*GOAL OF THE EXERCISE*
All of the entries need to be copied character for character.

*GIVEN INFORMATION*
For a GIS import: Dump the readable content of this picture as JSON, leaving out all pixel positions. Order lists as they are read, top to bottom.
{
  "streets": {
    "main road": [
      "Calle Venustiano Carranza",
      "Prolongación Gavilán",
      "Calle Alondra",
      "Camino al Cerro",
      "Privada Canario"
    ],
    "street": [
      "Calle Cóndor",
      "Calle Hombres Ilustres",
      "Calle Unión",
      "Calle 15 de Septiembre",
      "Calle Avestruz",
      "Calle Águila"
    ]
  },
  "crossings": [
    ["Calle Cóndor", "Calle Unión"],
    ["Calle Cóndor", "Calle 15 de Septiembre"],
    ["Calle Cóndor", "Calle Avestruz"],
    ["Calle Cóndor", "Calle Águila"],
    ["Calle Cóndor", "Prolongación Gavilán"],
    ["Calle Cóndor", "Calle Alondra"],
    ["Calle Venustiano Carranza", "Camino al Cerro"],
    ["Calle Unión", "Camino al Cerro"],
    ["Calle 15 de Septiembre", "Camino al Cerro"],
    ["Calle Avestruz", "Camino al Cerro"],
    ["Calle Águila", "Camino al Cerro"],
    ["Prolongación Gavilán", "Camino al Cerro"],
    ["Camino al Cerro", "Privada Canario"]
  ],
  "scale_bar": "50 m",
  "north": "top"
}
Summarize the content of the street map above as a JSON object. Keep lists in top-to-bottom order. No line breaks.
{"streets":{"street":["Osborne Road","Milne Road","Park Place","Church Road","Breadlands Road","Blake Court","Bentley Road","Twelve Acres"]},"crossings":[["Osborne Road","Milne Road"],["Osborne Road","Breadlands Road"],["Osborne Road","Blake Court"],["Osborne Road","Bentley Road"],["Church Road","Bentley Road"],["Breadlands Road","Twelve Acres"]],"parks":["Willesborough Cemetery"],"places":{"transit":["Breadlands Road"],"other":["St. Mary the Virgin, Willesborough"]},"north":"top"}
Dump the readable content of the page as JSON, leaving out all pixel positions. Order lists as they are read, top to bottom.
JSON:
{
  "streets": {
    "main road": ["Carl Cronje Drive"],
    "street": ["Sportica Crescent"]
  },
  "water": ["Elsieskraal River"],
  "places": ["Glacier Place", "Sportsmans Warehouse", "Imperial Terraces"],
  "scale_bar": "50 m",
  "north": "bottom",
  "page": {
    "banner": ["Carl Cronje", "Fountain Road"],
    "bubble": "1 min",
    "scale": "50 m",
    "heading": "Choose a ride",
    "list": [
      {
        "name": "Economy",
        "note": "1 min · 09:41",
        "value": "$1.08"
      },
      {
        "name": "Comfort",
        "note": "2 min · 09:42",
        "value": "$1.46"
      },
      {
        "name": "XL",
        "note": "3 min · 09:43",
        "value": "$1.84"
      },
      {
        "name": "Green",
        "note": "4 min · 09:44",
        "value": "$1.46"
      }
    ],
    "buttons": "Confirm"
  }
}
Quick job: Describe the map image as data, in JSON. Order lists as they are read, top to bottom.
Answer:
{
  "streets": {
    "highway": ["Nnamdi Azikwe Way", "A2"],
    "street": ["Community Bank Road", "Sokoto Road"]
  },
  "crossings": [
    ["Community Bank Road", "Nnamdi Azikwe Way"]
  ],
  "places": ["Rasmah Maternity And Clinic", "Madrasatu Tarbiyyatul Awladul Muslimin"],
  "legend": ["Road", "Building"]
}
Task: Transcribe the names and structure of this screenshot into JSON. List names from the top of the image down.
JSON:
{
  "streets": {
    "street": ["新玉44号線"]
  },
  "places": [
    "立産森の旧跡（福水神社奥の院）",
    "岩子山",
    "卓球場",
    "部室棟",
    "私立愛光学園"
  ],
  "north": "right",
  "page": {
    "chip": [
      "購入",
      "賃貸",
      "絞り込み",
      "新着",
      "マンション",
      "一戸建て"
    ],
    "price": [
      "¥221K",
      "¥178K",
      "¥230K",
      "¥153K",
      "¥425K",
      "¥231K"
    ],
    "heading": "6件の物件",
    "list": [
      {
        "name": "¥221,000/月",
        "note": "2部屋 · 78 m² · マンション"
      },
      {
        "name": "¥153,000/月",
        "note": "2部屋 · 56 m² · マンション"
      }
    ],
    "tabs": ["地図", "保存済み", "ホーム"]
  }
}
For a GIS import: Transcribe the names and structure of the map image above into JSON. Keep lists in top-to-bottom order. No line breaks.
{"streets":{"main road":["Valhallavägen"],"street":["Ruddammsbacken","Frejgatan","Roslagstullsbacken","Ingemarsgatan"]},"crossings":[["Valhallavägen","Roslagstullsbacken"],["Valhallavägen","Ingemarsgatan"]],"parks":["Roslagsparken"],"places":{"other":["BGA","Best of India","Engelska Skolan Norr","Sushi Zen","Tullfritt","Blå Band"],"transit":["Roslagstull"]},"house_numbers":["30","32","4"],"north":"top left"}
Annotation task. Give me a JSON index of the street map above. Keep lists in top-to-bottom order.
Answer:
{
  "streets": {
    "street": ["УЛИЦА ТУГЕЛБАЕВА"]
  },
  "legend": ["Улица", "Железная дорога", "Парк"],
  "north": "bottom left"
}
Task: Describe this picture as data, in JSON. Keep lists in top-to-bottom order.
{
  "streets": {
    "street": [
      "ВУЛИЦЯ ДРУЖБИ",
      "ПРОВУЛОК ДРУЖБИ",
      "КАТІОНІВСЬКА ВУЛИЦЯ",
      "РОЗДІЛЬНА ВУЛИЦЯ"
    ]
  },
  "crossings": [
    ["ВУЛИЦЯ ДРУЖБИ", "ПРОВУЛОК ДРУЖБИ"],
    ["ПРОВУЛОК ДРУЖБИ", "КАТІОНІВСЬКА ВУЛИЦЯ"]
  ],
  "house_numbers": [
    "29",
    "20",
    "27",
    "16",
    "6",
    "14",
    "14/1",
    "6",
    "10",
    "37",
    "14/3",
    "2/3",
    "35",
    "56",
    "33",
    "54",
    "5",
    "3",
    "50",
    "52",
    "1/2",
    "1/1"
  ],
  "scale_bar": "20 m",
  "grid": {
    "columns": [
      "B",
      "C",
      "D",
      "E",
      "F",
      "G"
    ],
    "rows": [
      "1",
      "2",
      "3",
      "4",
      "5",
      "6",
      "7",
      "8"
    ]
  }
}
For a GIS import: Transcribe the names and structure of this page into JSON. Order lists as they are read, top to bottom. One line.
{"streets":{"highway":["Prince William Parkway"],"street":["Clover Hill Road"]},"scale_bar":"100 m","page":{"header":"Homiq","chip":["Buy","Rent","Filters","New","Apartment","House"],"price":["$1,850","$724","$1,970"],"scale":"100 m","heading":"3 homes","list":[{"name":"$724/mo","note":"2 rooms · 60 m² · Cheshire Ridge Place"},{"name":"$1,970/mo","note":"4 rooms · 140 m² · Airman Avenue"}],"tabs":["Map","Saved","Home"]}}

*REPLY*
For a GIS import: Dump the readable content of this picture as JSON, leaving out all pixel positions. Order lists as they are read, top to bottom.
{
  "streets": {
    "main road": [
      "Calle Venustiano Carranza",
      "Prolongación Gavilán",
      "Calle Alondra",
      "Camino al Cerro",
      "Privada Canario"
    ],
    "street": [
      "Calle Cóndor",
      "Calle Hombres Ilustres",
      "Calle Unión",
      "Calle 15 de Septiembre",
      "Calle Avestruz",
      "Calle Águila"
    ]
  },
  "crossings": [
    ["Calle Cóndor", "Calle Unión"],
    ["Calle Cóndor", "Calle 15 de Septiembre"],
    ["Calle Cóndor", "Calle Avestruz"],
    ["Calle Cóndor", "Calle Águila"],
    ["Calle Cóndor", "Prolongación Gavilán"],
    ["Calle Cóndor", "Calle Alondra"],
    ["Calle Venustiano Carranza", "Camino al Cerro"],
    ["Calle Unión", "Camino al Cerro"],
    ["Calle 15 de Septiembre", "Camino al Cerro"],
    ["Calle Avestruz", "Camino al Cerro"],
    ["Calle Águila", "Camino al Cerro"],
    ["Prolongación Gavilán", "Camino al Cerro"],
    ["Camino al Cerro", "Privada Canario"]
  ],
  "scale_bar": "50 m",
  "north": "top"
}
Summarize the content of the street map above as a JSON object. Keep lists in top-to-bottom order. No line breaks.
{"streets":{"street":["Osborne Road","Milne Road","Park Place","Church Road","Breadlands Road","Blake Court","Bentley Road","Twelve Acres"]},"crossings":[["Osborne Road","Milne Road"],["Osborne Road","Breadlands Road"],["Osborne Road","Blake Court"],["Osborne Road","Bentley Road"],["Church Road","Bentley Road"],["Breadlands Road","Twelve Acres"]],"parks":["Willesborough Cemetery"],"places":{"transit":["Breadlands Road"],"other":["St. Mary the Virgin, Willesborough"]},"north":"top"}
Dump the readable content of the page as JSON, leaving out all pixel positions. Order lists as they are read, top to bottom.
JSON:
{
  "streets": {
    "main road": ["Carl Cronje Drive"],
    "street": ["Sportica Crescent"]
  },
  "water": ["Elsieskraal River"],
  "places": ["Glacier Place", "Sportsmans Warehouse", "Imperial Terraces"],
  "scale_bar": "50 m",
  "north": "bottom",
  "page": {
    "banner": ["Carl Cronje", "Fountain Road"],
    "bubble": "1 min",
    "scale": "50 m",
    "heading": "Choose a ride",
    "list": [
      {
        "name": "Economy",
        "note": "1 min · 09:41",
        "value": "$1.08"
      },
      {
        "name": "Comfort",
        "note": "2 min · 09:42",
        "value": "$1.46"
      },
      {
        "name": "XL",
        "note": "3 min · 09:43",
        "value": "$1.84"
      },
      {
        "name": "Green",
        "note": "4 min · 09:44",
        "value": "$1.46"
      }
    ],
    "buttons": "Confirm"
  }
}
Quick job: Describe the map image as data, in JSON. Order lists as they are read, top to bottom.
Answer:
{
  "streets": {
    "highway": ["Nnamdi Azikwe Way", "A2"],
    "street": ["Community Bank Road", "Sokoto Road"]
  },
  "crossings": [
    ["Community Bank Road", "Nnamdi Azikwe Way"]
  ],
  "places": ["Rasmah Maternity And Clinic", "Madrasatu Tarbiyyatul Awladul Muslimin"],
  "legend": ["Road", "Building"]
}
Task: Transcribe the names and structure of this screenshot into JSON. List names from the top of the image down.
JSON:
{
  "streets": {
    "street": ["新玉44号線"]
  },
  "places": [
    "立産森の旧跡（福水神社奥の院）",
    "岩子山",
    "卓球場",
    "部室棟",
    "私立愛光学園"
  ],
  "north": "right",
  "page": {
    "chip": [
      "購入",
      "賃貸",
      "絞り込み",
      "新着",
      "マンション",
      "一戸建て"
    ],
    "price": [
      "¥221K",
      "¥178K",
      "¥230K",
      "¥153K",
      "¥425K",
      "¥231K"
    ],
    "heading": "6件の物件",
    "list": [
      {
        "name": "¥221,000/月",
        "note": "2部屋 · 78 m² · マンション"
      },
      {
        "name": "¥153,000/月",
        "note": "2部屋 · 56 m² · マンション"
      }
    ],
    "tabs": ["地図", "保存済み", "ホーム"]
  }
}
For a GIS import: Transcribe the names and structure of the map image above into JSON. Keep lists in top-to-bottom order. No line breaks.
{"streets":{"main road":["Valhallavägen"],"street":["Ruddammsbacken","Frejgatan","Roslagstullsbacken","Ingemarsgatan"]},"crossings":[["Valhallavägen","Roslagstullsbacken"],["Valhallavägen","Ingemarsgatan"]],"parks":["Roslagsparken"],"places":{"other":["BGA","Best of India","Engelska Skolan Norr","Sushi Zen","Tullfritt","Blå Band"],"transit":["Roslagstull"]},"house_numbers":["30","32","4"],"north":"top left"}
Annotation task. Give me a JSON index of the street map above. Keep lists in top-to-bottom order.
Answer:
{
  "streets": {
    "street": ["УЛИЦА ТУГЕЛБАЕВА"]
  },
  "legend": ["Улица", "Железная дорога", "Парк"],
  "north": "bottom left"
}
Task: Describe this picture as data, in JSON. Keep lists in top-to-bottom order.
{
  "streets": {
    "street": [
      "ВУЛИЦЯ ДРУЖБИ",
      "ПРОВУЛОК ДРУЖБИ",
      "КАТІОНІВСЬКА ВУЛИЦЯ",
      "РОЗДІЛЬНА ВУЛИЦЯ"
    ]
  },
  "crossings": [
    ["ВУЛИЦЯ ДРУЖБИ", "ПРОВУЛОК ДРУЖБИ"],
    ["ПРОВУЛОК ДРУЖБИ", "КАТІОНІВСЬКА ВУЛИЦЯ"]
  ],
  "house_numbers": [
    "29",
    "20",
    "27",
    "16",
    "6",
    "14",
    "14/1",
    "6",
    "10",
    "37",
    "14/3",
    "2/3",
    "35",
    "56",
    "33",
    "54",
    "5",
    "3",
    "50",
    "52",
    "1/2",
    "1/1"
  ],
  "scale_bar": "20 m",
  "grid": {
    "columns": [
      "B",
      "C",
      "D",
      "E",
      "F",
      "G"
    ],
    "rows": [
      "1",
      "2",
      "3",
      "4",
      "5",
      "6",
      "7",
      "8"
    ]
  }
}
For a GIS import: Transcribe the names and structure of this page into JSON. Order lists as they are read, top to bottom. One line.
{"streets":{"highway":["Prince William Parkway"],"street":["Clover Hill Road"]},"scale_bar":"100 m","page":{"header":"Homiq","chip":["Buy","Rent","Filters","New","Apartment","House"],"price":["$1,850","$724","$1,970"],"scale":"100 m","heading":"3 homes","list":[{"name":"$724/mo","note":"2 rooms · 60 m² · Cheshire Ridge Place"},{"name":"$1,970/mo","note":"4 rooms · 140 m² · Airman Avenue"}],"tabs":["Map","Saved","Home"]}}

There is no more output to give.